SHE came to the Kashmir Valley as a young bride in 1947 from Lahore. "Both of us were doctors; he was a Kashmiri Pundit and I was a Punjabi... and ours was an arranged marriage. But after having lived in Srinagar for 57 years I consider myself a Kashmiri Pundit," says 80-year old Dr Jagat Mohini, director of the Rattanrani Memorial Hospital, which is as old as her years in Kashmir.

The hospital functions from an old building, where she also runs a nurses training school. In a chat with Business Line, the gynaecologist looked back wistfully at her "long and happy years in Kashmir, where I have got as much love from the Muslims as from the Hindus."

Her husband died in 1988. The turmoil began in 1989 and even though many Pundits fled the Valley, she did not feel she should leave. "On the contrary I felt I should stay back. This was my home, and I was as much a Kashmiri as anybody. So why should I leave, I asked myself."

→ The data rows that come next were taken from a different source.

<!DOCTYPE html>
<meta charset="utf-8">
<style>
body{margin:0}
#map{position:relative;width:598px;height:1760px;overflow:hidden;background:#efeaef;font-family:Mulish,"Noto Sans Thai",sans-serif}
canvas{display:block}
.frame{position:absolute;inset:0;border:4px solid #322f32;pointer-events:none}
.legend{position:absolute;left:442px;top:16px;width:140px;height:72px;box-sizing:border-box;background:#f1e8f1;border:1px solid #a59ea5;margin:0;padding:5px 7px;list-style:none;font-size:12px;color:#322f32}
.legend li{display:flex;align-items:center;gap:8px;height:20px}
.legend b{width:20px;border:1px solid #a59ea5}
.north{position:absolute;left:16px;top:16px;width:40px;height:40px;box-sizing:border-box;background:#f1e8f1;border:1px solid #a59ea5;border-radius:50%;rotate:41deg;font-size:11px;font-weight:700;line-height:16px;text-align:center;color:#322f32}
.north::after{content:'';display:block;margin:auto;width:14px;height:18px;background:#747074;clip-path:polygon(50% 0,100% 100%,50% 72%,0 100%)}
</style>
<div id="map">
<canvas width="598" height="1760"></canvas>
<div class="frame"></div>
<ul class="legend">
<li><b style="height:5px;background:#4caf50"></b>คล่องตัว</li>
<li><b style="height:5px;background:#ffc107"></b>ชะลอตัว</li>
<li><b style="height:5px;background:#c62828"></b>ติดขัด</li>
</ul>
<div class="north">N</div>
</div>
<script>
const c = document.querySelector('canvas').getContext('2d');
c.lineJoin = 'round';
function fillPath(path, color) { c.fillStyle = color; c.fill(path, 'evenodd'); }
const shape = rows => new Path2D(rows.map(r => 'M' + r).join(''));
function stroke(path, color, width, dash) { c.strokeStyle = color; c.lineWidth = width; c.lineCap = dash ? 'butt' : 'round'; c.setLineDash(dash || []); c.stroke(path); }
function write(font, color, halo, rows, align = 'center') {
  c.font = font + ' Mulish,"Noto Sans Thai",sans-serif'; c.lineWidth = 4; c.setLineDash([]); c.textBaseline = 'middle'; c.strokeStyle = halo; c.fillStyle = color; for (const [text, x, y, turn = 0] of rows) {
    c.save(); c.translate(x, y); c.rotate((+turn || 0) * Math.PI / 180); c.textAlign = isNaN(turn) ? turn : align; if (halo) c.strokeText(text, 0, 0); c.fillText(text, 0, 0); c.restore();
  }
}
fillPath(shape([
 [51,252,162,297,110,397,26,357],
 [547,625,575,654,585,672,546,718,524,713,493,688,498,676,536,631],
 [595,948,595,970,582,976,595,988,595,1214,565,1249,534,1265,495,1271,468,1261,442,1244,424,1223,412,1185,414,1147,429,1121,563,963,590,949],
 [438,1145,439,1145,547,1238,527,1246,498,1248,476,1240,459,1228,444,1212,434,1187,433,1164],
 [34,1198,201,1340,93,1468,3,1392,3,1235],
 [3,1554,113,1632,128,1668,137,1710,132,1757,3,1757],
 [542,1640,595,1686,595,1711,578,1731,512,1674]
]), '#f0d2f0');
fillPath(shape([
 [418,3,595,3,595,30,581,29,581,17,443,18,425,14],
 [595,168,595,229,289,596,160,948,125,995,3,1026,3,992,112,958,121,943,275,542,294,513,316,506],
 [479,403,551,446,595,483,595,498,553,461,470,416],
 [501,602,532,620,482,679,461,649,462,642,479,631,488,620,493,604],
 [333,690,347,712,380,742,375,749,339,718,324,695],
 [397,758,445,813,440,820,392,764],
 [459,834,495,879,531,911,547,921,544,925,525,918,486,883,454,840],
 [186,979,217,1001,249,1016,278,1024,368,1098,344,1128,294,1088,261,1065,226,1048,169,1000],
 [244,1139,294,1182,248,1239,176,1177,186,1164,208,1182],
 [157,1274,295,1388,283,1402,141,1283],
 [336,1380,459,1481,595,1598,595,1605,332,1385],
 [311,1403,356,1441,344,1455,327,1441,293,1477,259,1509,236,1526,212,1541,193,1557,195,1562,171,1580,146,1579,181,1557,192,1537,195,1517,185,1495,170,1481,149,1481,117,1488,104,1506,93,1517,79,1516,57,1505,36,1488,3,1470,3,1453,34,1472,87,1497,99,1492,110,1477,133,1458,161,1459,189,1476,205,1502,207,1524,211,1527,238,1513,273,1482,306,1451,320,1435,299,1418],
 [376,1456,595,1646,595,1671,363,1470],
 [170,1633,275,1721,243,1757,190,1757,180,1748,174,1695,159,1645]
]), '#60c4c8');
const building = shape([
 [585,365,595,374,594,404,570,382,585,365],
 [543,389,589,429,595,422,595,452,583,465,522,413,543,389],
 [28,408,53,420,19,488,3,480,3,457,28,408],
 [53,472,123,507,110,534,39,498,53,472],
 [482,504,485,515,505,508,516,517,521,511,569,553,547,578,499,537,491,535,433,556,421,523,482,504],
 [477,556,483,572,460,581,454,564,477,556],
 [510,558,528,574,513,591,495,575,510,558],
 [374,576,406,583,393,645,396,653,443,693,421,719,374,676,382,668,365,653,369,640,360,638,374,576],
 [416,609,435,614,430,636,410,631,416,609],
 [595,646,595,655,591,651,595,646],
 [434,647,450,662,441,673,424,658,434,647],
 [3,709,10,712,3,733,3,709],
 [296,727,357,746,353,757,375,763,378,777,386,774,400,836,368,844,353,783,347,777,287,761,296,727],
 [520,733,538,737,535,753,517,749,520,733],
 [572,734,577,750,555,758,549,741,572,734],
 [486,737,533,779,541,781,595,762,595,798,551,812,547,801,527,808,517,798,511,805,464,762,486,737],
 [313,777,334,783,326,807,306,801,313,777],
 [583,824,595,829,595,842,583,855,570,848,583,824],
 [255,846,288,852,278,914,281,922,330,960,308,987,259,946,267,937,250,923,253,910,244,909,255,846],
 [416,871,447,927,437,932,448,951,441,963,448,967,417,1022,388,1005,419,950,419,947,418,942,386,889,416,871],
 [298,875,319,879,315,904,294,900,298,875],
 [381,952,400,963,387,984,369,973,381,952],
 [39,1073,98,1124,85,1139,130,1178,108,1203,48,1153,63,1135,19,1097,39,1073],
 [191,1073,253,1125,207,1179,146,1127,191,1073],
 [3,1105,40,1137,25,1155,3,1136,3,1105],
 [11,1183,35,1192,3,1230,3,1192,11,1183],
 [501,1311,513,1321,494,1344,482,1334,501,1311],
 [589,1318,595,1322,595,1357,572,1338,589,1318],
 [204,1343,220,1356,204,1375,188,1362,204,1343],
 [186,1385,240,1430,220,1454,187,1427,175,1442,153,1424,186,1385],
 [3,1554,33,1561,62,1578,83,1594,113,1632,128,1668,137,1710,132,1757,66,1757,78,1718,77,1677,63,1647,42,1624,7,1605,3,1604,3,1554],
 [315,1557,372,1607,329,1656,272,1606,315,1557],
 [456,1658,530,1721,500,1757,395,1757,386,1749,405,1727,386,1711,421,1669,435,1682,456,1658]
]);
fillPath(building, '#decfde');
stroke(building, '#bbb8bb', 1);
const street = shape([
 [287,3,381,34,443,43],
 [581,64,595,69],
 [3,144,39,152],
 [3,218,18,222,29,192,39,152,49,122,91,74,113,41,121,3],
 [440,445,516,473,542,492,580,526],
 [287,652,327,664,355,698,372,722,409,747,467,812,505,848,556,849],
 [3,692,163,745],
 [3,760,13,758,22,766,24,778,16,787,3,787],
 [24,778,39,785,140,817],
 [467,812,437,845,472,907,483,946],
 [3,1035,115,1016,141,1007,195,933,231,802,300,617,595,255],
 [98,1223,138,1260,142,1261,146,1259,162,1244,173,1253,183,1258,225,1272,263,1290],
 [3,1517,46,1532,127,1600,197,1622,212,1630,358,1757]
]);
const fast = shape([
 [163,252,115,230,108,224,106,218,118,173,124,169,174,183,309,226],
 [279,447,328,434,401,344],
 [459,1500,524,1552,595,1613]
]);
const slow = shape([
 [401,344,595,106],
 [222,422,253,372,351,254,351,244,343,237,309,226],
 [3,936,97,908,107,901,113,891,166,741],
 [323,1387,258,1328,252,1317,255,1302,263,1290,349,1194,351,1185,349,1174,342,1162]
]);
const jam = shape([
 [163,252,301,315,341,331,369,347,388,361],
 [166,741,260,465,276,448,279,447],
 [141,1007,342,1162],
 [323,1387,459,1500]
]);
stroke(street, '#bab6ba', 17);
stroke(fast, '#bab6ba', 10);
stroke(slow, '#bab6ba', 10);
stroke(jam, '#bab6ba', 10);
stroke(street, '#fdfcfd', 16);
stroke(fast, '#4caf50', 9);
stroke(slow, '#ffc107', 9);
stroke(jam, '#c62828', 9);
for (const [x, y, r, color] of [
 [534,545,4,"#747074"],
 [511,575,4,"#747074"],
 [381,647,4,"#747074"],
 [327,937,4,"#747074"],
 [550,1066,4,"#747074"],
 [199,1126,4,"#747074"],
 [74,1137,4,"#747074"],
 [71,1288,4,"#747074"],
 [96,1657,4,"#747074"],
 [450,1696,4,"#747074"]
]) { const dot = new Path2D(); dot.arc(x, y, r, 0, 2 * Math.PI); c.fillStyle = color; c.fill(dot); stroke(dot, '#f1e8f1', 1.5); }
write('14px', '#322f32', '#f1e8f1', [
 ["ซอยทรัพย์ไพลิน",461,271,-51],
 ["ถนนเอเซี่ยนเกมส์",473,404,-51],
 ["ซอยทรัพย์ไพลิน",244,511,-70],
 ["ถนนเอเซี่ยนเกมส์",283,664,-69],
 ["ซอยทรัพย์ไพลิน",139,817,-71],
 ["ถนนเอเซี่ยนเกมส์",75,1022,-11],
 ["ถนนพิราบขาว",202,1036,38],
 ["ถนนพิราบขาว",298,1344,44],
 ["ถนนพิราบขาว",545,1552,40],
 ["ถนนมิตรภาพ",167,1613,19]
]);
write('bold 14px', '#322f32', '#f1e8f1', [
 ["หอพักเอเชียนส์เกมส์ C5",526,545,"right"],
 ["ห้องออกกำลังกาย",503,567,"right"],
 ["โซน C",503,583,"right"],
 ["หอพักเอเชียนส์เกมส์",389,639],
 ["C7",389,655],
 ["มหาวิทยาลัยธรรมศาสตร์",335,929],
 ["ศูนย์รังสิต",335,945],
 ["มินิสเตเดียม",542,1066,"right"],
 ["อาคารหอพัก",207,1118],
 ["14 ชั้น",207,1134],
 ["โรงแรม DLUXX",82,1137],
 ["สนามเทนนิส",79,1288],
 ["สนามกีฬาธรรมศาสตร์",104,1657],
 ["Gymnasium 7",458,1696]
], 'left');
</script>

Dr Mohini, who considers herself a Kashmiri Pundit ("My husband was one and my son, who has been living in Delhi for 27 years, is a Pundit, and I don't feel different from them"), says the thought of leaving Kashmir never occurred to her "Because the Muslims of this place have given me so much love and affection; when I came in they would call me koori, which means daughter... and later bahenji."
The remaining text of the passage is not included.